Write out every single entry exactly.
┄┄┄┄┄┄┄┄┄┄
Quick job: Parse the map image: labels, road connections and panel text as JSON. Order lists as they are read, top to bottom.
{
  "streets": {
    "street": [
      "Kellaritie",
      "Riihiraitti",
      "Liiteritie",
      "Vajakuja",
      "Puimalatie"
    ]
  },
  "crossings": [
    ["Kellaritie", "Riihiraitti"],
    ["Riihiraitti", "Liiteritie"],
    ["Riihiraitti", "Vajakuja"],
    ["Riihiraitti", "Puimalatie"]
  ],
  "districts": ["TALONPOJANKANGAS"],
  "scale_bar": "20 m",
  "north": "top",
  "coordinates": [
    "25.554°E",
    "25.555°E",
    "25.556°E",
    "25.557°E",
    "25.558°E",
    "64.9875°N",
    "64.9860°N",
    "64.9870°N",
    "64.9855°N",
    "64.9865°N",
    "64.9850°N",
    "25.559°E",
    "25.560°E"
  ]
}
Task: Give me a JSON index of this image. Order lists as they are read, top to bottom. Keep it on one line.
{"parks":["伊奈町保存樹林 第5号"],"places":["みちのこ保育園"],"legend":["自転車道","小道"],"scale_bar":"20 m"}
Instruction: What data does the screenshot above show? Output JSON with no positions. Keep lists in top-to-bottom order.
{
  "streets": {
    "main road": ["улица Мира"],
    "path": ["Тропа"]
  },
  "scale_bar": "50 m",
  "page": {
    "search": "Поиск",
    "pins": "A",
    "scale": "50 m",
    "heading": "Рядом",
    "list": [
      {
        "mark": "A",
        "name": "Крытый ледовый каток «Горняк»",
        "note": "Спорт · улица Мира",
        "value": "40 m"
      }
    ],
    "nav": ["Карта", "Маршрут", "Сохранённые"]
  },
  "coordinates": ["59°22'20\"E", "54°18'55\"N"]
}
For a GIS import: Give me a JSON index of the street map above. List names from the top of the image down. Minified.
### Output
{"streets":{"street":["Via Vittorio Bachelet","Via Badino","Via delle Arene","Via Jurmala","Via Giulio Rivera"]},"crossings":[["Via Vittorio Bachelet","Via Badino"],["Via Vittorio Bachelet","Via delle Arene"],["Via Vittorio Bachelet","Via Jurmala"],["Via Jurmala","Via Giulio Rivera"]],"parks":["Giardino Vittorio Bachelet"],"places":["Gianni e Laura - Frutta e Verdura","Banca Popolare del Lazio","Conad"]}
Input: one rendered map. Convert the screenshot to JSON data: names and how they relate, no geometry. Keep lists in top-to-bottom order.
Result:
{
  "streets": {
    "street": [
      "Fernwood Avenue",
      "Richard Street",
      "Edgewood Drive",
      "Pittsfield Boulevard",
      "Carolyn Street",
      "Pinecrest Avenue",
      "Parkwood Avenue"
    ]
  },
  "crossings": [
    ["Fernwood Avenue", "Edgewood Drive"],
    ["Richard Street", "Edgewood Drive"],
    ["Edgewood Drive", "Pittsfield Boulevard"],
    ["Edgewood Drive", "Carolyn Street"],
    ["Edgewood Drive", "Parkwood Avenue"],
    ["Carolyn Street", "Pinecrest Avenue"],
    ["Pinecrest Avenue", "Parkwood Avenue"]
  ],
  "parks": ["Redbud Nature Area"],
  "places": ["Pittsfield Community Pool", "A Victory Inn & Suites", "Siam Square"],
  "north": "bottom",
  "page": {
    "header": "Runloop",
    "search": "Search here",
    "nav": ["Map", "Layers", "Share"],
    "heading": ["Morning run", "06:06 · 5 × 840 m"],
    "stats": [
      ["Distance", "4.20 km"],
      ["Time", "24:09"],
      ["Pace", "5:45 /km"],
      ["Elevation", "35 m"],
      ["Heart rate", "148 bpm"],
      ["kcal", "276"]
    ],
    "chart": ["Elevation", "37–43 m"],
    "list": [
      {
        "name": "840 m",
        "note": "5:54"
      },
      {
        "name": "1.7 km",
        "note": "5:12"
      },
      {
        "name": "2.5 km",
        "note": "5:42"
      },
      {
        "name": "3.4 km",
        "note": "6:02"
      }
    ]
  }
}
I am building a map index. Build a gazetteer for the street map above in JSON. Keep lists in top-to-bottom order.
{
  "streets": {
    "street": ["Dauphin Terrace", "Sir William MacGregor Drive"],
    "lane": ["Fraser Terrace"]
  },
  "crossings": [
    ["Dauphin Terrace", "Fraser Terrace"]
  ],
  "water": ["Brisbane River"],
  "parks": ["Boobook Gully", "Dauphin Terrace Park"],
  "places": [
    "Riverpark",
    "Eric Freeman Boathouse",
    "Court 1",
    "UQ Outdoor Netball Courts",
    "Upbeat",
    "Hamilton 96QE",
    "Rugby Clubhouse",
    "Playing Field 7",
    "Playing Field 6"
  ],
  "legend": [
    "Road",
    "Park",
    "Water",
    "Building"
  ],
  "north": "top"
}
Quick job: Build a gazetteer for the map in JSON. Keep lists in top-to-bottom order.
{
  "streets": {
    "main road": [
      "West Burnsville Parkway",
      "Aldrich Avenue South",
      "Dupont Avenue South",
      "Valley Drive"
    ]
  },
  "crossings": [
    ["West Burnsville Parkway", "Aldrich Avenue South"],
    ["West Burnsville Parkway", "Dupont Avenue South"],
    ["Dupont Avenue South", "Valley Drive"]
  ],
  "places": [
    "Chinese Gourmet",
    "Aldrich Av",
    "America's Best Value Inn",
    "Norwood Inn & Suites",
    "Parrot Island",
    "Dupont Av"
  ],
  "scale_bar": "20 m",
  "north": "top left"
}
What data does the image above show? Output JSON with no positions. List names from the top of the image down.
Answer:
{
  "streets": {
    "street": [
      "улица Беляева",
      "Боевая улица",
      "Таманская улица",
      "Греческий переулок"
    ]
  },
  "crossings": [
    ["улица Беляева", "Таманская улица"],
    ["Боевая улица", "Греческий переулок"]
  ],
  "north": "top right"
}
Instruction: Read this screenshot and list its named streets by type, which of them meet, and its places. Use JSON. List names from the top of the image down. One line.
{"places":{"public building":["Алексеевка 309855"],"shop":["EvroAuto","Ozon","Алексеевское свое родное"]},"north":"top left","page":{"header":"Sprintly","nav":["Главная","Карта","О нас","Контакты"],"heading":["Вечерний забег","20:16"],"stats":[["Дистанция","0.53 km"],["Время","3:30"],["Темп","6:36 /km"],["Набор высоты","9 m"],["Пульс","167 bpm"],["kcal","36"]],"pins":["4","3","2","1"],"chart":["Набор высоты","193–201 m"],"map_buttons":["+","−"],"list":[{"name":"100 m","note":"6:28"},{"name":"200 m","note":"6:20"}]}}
┄┄┄┄┄┄┄┄┄┄
#### Expected answer:
Quick job: Parse the map image: labels, road connections and panel text as JSON. Order lists as they are read, top to bottom.
{
  "streets": {
    "street": [
      "Kellaritie",
      "Riihiraitti",
      "Liiteritie",
      "Vajakuja",
      "Puimalatie"
    ]
  },
  "crossings": [
    ["Kellaritie", "Riihiraitti"],
    ["Riihiraitti", "Liiteritie"],
    ["Riihiraitti", "Vajakuja"],
    ["Riihiraitti", "Puimalatie"]
  ],
  "districts": ["TALONPOJANKANGAS"],
  "scale_bar": "20 m",
  "north": "top",
  "coordinates": [
    "25.554°E",
    "25.555°E",
    "25.556°E",
    "25.557°E",
    "25.558°E",
    "64.9875°N",
    "64.9860°N",
    "64.9870°N",
    "64.9855°N",
    "64.9865°N",
    "64.9850°N",
    "25.559°E",
    "25.560°E"
  ]
}
Task: Give me a JSON index of this image. Order lists as they are read, top to bottom. Keep it on one line.
{"parks":["伊奈町保存樹林 第5号"],"places":["みちのこ保育園"],"legend":["自転車道","小道"],"scale_bar":"20 m"}
Instruction: What data does the screenshot above show? Output JSON with no positions. Keep lists in top-to-bottom order.
{
  "streets": {
    "main road": ["улица Мира"],
    "path": ["Тропа"]
  },
  "scale_bar": "50 m",
  "page": {
    "search": "Поиск",
    "pins": "A",
    "scale": "50 m",
    "heading": "Рядом",
    "list": [
      {
        "mark": "A",
        "name": "Крытый ледовый каток «Горняк»",
        "note": "Спорт · улица Мира",
        "value": "40 m"
      }
    ],
    "nav": ["Карта", "Маршрут", "Сохранённые"]
  },
  "coordinates": ["59°22'20\"E", "54°18'55\"N"]
}
For a GIS import: Give me a JSON index of the street map above. List names from the top of the image down. Minified.
### Output
{"streets":{"street":["Via Vittorio Bachelet","Via Badino","Via delle Arene","Via Jurmala","Via Giulio Rivera"]},"crossings":[["Via Vittorio Bachelet","Via Badino"],["Via Vittorio Bachelet","Via delle Arene"],["Via Vittorio Bachelet","Via Jurmala"],["Via Jurmala","Via Giulio Rivera"]],"parks":["Giardino Vittorio Bachelet"],"places":["Gianni e Laura - Frutta e Verdura","Banca Popolare del Lazio","Conad"]}
Input: one rendered map. Convert the screenshot to JSON data: names and how they relate, no geometry. Keep lists in top-to-bottom order.
Result:
{
  "streets": {
    "street": [
      "Fernwood Avenue",
      "Richard Street",
      "Edgewood Drive",
      "Pittsfield Boulevard",
      "Carolyn Street",
      "Pinecrest Avenue",
      "Parkwood Avenue"
    ]
  },
  "crossings": [
    ["Fernwood Avenue", "Edgewood Drive"],
    ["Richard Street", "Edgewood Drive"],
    ["Edgewood Drive", "Pittsfield Boulevard"],
    ["Edgewood Drive", "Carolyn Street"],
    ["Edgewood Drive", "Parkwood Avenue"],
    ["Carolyn Street", "Pinecrest Avenue"],
    ["Pinecrest Avenue", "Parkwood Avenue"]
  ],
  "parks": ["Redbud Nature Area"],
  "places": ["Pittsfield Community Pool", "A Victory Inn & Suites", "Siam Square"],
  "north": "bottom",
  "page": {
    "header": "Runloop",
    "search": "Search here",
    "nav": ["Map", "Layers", "Share"],
    "heading": ["Morning run", "06:06 · 5 × 840 m"],
    "stats": [
      ["Distance", "4.20 km"],
      ["Time", "24:09"],
      ["Pace", "5:45 /km"],
      ["Elevation", "35 m"],
      ["Heart rate", "148 bpm"],
      ["kcal", "276"]
    ],
    "chart": ["Elevation", "37–43 m"],
    "list": [
      {
        "name": "840 m",
        "note": "5:54"
      },
      {
        "name": "1.7 km",
        "note": "5:12"
      },
      {
        "name": "2.5 km",
        "note": "5:42"
      },
      {
        "name": "3.4 km",
        "note": "6:02"
      }
    ]
  }
}
I am building a map index. Build a gazetteer for the street map above in JSON. Keep lists in top-to-bottom order.
{
  "streets": {
    "street": ["Dauphin Terrace", "Sir William MacGregor Drive"],
    "lane": ["Fraser Terrace"]
  },
  "crossings": [
    ["Dauphin Terrace", "Fraser Terrace"]
  ],
  "water": ["Brisbane River"],
  "parks": ["Boobook Gully", "Dauphin Terrace Park"],
  "places": [
    "Riverpark",
    "Eric Freeman Boathouse",
    "Court 1",
    "UQ Outdoor Netball Courts",
    "Upbeat",
    "Hamilton 96QE",
    "Rugby Clubhouse",
    "Playing Field 7",
    "Playing Field 6"
  ],
  "legend": [
    "Road",
    "Park",
    "Water",
    "Building"
  ],
  "north": "top"
}
Quick job: Build a gazetteer for the map in JSON. Keep lists in top-to-bottom order.
{
  "streets": {
    "main road": [
      "West Burnsville Parkway",
      "Aldrich Avenue South",
      "Dupont Avenue South",
      "Valley Drive"
    ]
  },
  "crossings": [
    ["West Burnsville Parkway", "Aldrich Avenue South"],
    ["West Burnsville Parkway", "Dupont Avenue South"],
    ["Dupont Avenue South", "Valley Drive"]
  ],
  "places": [
    "Chinese Gourmet",
    "Aldrich Av",
    "America's Best Value Inn",
    "Norwood Inn & Suites",
    "Parrot Island",
    "Dupont Av"
  ],
  "scale_bar": "20 m",
  "north": "top left"
}
What data does the image above show? Output JSON with no positions. List names from the top of the image down.
Answer:
{
  "streets": {
    "street": [
      "улица Беляева",
      "Боевая улица",
      "Таманская улица",
      "Греческий переулок"
    ]
  },
  "crossings": [
    ["улица Беляева", "Таманская улица"],
    ["Боевая улица", "Греческий переулок"]
  ],
  "north": "top right"
}
Instruction: Read this screenshot and list its named streets by type, which of them meet, and its places. Use JSON. List names from the top of the image down. One line.
{"places":{"public building":["Алексеевка 309855"],"shop":["EvroAuto","Ozon","Алексеевское свое родное"]},"north":"top left","page":{"header":"Sprintly","nav":["Главная","Карта","О нас","Контакты"],"heading":["Вечерний забег","20:16"],"stats":[["Дистанция","0.53 km"],["Время","3:30"],["Темп","6:36 /km"],["Набор высоты","9 m"],["Пульс","167 bpm"],["kcal","36"]],"pins":["4","3","2","1"],"chart":["Набор высоты","193–201 m"],"map_buttons":["+","−"],"list":[{"name":"100 m","note":"6:28"},{"name":"200 m","note":"6:20"}]}}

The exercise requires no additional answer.